What happens if the claim is not reported on time
Reporting claims on time within the policy period is one of the key requirements of Directors and Officers liability insurance policy. Insured is required to report the facts and circumstances that could potentially lead to future claims. Acting in untimely manner may result in loss of coverage. Some of the insurer may provide post policy window of up to 90 days to report the potential claim.
Can I claim for my previous litigation expenses in the new policy
Most of the Directors and officer’s liability insurance will have prior or pending litigation exclusions. Under this, policy excludes the coverage for previous litigation that were commenced before the date specified in the policy. Hence, under this exclusion clause, previous claims expenses are not covered as the claim may have already been reported in the previous policy.
Can I take more than one policy
Yes. Directors and officers liability insurance can be structured in many layers with more than one policies. This excess of insurance written over the top of the primary layer that works on the basis of ‘follow form’. That means, excess insurers obligation to cover the loss will attach only after the primary insurer exhausts its limit.
What are some common types of D&O claims
Here are few common D&O claims
- Breach of fiduciary duty: claims may arise many sources such as from shareholders, creditors and customer etc. shareholders may claim for loss of share value due to ‘wrongful act’ ornegligence on part of directors and officers. Creditors may hold board responsible for not identifying and evaluating company’s financial position in case of payment defaults.
- Directors and officers not adhering to by-laws: failure in adhering to by-laws may result in claim against key executives.
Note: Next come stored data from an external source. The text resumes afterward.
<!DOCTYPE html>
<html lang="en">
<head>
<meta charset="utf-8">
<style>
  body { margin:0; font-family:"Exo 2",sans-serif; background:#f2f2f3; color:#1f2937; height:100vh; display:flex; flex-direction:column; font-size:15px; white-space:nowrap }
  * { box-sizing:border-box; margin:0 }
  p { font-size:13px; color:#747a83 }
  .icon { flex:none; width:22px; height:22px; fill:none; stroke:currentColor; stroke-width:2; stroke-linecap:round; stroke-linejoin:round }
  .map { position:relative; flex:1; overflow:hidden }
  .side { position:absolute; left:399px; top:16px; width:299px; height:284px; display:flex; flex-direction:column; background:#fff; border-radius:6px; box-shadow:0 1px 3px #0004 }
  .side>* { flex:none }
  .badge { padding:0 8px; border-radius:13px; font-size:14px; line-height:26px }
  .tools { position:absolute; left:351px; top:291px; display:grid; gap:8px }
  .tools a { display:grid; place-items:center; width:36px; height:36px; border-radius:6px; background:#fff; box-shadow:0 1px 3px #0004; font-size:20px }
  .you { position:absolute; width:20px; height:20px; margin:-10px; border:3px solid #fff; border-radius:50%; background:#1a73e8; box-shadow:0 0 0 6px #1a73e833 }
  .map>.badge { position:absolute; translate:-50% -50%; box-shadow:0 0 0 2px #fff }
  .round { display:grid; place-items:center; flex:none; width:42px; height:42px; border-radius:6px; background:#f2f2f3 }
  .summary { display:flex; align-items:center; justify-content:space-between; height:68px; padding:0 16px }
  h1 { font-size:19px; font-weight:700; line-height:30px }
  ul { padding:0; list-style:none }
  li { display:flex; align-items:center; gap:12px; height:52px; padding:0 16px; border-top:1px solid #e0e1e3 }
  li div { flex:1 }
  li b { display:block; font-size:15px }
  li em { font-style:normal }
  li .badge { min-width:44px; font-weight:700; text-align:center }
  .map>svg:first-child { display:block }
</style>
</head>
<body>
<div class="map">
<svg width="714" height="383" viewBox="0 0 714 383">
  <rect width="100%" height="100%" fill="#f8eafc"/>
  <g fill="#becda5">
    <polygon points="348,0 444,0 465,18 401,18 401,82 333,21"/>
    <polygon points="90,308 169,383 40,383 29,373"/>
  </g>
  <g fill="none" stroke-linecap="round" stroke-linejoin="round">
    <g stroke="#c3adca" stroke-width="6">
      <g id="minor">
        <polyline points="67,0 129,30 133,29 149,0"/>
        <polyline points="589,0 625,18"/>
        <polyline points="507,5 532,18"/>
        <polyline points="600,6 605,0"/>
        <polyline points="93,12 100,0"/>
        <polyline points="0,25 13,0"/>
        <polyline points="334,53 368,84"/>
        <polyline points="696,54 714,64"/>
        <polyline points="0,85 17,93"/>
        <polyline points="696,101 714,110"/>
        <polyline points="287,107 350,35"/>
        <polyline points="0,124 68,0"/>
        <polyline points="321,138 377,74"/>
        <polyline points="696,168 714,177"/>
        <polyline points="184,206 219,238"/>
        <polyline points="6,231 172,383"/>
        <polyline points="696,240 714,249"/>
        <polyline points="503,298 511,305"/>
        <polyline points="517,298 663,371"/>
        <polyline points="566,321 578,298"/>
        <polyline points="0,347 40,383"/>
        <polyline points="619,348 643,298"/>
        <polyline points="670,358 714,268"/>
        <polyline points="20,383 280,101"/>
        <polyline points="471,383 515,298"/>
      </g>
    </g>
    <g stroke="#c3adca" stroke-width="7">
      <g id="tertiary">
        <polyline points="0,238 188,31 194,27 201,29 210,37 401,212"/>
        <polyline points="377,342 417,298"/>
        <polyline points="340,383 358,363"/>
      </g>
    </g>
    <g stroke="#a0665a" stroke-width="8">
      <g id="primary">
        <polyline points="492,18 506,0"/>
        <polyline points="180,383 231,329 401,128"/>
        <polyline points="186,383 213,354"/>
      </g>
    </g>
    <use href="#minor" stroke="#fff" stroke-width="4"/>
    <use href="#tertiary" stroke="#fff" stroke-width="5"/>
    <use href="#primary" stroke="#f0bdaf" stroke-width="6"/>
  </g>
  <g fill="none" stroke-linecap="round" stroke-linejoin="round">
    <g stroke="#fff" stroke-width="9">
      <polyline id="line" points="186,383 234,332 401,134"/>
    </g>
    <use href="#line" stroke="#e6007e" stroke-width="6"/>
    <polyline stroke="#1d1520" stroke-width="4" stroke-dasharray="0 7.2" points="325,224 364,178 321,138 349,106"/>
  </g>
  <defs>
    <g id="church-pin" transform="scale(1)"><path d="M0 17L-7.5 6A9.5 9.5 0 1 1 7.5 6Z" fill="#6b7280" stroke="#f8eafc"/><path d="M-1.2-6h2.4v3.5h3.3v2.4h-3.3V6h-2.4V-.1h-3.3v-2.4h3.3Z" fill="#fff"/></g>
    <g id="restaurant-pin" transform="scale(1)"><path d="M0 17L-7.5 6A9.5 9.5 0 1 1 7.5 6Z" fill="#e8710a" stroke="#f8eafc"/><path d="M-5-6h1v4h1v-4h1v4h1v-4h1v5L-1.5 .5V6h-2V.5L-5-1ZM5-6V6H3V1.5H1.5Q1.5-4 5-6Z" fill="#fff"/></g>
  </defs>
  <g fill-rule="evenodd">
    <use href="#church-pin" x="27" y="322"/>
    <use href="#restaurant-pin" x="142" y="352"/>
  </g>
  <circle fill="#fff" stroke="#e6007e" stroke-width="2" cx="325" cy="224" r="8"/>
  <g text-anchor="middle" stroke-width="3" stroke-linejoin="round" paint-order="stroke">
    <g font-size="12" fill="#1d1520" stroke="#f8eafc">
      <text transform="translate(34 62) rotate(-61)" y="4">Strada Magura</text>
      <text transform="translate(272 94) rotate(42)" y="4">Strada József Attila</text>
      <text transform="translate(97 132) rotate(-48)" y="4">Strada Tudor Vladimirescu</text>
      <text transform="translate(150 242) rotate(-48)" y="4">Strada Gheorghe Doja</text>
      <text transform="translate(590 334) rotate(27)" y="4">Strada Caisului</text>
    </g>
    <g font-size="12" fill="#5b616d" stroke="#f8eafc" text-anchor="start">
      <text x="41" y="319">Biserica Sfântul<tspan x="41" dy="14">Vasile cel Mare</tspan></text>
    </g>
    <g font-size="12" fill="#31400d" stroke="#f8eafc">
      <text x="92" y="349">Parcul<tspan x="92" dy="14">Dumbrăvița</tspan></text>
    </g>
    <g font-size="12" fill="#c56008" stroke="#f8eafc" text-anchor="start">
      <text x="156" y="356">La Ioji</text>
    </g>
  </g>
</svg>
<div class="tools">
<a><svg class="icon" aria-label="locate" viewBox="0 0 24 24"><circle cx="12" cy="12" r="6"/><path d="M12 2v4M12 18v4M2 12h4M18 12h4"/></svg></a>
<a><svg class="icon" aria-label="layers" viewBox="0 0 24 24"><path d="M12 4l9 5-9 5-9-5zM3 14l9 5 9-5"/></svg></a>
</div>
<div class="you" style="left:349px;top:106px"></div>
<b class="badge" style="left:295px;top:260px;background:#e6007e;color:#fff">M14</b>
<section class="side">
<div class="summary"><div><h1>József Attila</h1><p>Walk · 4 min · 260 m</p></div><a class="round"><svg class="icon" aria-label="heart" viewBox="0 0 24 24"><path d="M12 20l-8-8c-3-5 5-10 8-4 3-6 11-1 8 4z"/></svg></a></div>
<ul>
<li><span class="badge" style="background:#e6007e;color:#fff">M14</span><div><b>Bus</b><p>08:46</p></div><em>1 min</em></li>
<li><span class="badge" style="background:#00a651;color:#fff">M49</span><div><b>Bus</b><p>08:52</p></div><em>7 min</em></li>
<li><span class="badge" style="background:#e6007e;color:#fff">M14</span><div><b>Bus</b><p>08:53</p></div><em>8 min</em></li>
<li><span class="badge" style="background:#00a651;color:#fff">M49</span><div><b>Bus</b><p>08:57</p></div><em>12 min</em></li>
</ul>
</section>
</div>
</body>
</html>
Wrongful termination, discrimination etc are an example to this.
- Claims arising out of misrepresentation and misleading statements by the board members
- Claims from competitor on the grounds of theft of intellectual property and misappropriation of trade secrets.
Will I get a claim under D&O if it is also covered under another policy
No. Claims that can be covered under another liability policies such as bodily injury, property damage etc are excluded from D&O policy. Though Directors and officer’s liability insurance provides comprehensive risk cover, insured is required to notify all insurers from their multiple policies, so that insurance company can determine who is liable for the claim.